REQUIREMENT
Would you copy each line of the records that includes the word "serif"?

SOURCE INFORMATION
BEGIN
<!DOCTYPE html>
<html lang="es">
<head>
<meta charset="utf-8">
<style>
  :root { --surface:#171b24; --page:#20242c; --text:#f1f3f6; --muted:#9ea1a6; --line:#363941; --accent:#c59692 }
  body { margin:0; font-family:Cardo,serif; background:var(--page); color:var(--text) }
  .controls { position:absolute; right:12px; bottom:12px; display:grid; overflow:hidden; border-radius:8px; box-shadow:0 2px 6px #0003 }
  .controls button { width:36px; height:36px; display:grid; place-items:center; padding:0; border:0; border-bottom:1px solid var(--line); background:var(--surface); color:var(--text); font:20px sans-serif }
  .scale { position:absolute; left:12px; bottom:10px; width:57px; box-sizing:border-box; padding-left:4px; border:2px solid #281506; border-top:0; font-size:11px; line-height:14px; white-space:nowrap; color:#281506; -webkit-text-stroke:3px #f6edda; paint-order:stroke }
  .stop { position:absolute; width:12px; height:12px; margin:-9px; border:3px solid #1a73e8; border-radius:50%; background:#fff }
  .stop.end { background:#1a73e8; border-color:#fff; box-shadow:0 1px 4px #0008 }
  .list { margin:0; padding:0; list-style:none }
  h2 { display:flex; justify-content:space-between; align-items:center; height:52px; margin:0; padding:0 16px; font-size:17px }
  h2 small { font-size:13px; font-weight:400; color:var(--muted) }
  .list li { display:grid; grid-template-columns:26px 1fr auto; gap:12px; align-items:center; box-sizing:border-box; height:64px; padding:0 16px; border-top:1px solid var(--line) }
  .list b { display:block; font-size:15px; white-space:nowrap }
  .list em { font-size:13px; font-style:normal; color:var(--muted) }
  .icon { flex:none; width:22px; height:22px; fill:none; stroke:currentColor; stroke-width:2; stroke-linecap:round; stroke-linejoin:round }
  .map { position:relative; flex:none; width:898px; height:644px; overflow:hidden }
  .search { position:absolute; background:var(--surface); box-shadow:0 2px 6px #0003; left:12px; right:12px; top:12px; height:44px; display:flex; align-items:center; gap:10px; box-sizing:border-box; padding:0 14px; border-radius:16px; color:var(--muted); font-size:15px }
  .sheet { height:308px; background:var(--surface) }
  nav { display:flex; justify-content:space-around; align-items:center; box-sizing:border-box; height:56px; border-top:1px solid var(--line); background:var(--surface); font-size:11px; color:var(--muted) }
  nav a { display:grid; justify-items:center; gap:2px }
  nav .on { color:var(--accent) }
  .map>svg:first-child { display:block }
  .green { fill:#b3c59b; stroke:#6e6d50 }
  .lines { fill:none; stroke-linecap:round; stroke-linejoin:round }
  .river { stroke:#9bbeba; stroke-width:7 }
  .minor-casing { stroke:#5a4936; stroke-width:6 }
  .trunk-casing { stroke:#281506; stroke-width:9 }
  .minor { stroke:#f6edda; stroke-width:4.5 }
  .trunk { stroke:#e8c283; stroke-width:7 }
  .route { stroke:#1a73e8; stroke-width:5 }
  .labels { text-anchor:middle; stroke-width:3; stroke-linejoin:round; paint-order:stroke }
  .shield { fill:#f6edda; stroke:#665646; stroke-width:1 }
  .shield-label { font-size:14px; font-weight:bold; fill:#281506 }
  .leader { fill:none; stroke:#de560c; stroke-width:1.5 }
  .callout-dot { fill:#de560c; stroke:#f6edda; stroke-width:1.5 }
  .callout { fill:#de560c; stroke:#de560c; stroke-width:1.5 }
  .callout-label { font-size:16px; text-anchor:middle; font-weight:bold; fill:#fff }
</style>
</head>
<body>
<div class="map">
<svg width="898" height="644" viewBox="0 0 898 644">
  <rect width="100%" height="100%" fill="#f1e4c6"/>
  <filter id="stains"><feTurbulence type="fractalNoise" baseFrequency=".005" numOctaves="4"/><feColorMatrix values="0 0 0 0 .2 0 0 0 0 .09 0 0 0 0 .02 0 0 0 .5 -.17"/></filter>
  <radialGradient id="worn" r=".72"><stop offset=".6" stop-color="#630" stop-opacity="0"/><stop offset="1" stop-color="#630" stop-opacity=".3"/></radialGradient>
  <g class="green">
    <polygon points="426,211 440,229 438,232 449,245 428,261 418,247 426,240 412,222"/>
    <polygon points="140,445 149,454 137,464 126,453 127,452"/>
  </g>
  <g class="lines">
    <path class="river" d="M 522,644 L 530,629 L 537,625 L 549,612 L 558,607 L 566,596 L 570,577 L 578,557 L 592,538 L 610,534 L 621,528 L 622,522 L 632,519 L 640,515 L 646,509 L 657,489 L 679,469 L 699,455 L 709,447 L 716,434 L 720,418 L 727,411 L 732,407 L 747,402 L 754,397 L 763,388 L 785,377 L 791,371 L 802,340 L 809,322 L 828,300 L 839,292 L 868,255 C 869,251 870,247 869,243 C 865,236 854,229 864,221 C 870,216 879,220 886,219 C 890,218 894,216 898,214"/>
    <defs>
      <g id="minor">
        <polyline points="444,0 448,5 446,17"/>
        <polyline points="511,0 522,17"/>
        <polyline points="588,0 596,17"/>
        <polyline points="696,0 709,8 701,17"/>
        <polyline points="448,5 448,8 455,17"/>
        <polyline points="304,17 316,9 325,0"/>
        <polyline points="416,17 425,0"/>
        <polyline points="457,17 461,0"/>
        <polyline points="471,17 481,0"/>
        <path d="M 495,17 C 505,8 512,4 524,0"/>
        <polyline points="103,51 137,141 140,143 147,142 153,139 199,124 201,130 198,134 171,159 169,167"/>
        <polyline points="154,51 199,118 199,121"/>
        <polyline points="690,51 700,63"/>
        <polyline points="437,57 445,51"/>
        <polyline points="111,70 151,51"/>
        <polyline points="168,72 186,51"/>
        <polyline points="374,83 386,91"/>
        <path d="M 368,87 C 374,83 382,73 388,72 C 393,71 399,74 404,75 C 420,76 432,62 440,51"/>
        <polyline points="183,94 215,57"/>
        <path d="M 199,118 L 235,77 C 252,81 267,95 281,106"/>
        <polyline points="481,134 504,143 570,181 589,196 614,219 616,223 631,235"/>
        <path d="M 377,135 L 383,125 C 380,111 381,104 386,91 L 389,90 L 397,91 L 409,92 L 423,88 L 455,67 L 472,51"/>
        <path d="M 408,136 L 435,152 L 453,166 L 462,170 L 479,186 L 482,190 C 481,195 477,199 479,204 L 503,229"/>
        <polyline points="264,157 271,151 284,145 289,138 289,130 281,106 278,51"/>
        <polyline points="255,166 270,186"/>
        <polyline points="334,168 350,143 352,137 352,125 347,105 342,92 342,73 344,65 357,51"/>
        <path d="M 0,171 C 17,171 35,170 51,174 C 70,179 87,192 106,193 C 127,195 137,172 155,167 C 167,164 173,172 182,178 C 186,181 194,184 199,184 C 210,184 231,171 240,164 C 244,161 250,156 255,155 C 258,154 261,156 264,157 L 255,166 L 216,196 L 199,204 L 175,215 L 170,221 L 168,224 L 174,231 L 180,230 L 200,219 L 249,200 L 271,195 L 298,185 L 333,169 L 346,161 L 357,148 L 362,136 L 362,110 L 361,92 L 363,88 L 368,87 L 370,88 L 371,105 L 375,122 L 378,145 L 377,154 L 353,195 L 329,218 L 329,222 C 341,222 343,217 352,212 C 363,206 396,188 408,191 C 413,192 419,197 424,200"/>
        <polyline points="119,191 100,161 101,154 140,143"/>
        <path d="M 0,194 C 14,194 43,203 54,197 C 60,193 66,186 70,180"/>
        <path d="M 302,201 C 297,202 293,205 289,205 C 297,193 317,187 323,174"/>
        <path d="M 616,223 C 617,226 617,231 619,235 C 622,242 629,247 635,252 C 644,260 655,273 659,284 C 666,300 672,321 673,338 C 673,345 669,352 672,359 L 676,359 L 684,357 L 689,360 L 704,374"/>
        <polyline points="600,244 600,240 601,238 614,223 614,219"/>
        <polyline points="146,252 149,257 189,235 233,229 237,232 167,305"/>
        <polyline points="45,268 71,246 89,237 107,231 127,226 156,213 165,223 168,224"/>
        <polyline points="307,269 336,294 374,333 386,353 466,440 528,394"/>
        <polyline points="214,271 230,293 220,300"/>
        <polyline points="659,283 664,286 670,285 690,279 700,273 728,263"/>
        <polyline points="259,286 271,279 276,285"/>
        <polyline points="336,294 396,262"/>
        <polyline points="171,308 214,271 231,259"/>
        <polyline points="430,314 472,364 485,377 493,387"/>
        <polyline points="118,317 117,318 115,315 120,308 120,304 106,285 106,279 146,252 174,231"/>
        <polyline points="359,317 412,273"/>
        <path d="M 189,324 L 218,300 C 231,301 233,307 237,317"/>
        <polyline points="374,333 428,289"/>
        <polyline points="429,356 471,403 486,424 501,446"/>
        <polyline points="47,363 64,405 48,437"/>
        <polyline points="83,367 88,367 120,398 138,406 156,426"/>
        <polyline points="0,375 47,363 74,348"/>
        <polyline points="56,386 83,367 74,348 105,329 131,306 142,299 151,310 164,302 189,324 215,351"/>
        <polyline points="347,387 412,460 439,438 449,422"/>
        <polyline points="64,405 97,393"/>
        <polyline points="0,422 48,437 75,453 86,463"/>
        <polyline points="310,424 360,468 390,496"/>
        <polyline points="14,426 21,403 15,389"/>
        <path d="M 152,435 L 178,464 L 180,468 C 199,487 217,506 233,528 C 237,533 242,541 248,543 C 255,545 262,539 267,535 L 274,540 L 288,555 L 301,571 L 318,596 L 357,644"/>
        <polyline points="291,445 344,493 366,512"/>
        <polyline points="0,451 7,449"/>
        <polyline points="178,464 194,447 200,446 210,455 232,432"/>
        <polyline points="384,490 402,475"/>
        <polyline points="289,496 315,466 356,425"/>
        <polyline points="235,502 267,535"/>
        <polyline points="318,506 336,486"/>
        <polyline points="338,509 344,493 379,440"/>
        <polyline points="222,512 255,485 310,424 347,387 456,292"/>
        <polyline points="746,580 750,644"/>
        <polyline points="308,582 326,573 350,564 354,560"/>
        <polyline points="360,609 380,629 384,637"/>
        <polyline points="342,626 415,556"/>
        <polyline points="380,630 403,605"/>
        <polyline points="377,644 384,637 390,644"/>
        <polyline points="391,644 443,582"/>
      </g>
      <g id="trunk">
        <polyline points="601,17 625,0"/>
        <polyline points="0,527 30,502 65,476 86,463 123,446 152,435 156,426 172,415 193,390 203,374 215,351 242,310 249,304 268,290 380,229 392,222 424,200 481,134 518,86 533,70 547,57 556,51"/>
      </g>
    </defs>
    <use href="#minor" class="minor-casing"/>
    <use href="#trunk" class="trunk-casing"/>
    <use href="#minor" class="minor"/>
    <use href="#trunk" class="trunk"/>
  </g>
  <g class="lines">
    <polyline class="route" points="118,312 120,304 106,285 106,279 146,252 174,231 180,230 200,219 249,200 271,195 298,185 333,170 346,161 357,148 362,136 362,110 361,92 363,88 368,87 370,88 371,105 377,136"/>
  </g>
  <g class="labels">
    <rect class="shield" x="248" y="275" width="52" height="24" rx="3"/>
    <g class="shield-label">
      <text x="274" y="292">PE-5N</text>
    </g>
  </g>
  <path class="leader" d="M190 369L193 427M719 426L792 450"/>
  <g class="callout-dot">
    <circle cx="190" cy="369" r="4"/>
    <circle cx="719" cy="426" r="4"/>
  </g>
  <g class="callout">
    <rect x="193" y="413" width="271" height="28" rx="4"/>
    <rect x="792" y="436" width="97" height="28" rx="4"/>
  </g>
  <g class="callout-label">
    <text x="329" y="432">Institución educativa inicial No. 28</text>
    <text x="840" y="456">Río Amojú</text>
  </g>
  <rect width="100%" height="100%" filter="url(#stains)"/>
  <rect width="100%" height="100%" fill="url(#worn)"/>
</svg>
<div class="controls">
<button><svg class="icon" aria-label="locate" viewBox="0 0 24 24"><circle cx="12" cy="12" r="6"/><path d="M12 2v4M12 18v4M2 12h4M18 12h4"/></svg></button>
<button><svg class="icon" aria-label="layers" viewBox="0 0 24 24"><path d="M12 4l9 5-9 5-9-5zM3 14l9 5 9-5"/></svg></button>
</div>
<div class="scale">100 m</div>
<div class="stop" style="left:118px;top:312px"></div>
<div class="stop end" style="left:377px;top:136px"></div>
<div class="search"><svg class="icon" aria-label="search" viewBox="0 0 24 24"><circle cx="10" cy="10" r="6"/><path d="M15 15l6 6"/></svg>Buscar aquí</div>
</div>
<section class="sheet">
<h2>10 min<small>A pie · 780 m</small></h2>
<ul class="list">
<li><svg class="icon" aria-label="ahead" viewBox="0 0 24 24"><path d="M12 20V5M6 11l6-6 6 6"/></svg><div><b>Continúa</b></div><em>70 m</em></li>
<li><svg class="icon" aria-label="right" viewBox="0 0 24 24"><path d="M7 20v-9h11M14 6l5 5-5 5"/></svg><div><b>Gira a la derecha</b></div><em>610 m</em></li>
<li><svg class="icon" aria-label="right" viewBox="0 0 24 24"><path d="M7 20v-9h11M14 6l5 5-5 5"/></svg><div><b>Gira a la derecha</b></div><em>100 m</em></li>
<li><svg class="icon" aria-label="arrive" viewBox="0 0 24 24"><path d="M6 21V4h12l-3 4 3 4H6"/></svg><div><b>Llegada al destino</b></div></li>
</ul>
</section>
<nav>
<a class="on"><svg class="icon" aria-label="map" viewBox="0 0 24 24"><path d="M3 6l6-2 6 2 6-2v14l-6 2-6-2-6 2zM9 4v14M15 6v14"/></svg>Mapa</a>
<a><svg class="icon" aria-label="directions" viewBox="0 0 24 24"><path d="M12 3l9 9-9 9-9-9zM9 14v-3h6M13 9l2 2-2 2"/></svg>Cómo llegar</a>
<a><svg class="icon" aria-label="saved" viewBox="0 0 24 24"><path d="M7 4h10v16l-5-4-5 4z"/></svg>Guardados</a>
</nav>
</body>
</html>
END
YOUR RESPONSE
  body { margin:0; font-family:Cardo,serif; background:var(--page); color:var(--text) }
  .controls button { width:36px; height:36px; display:grid; place-items:center; padding:0; border:0; border-bottom:1px solid var(--line); background:var(--surface); color:var(--text); font:20px sans-serif }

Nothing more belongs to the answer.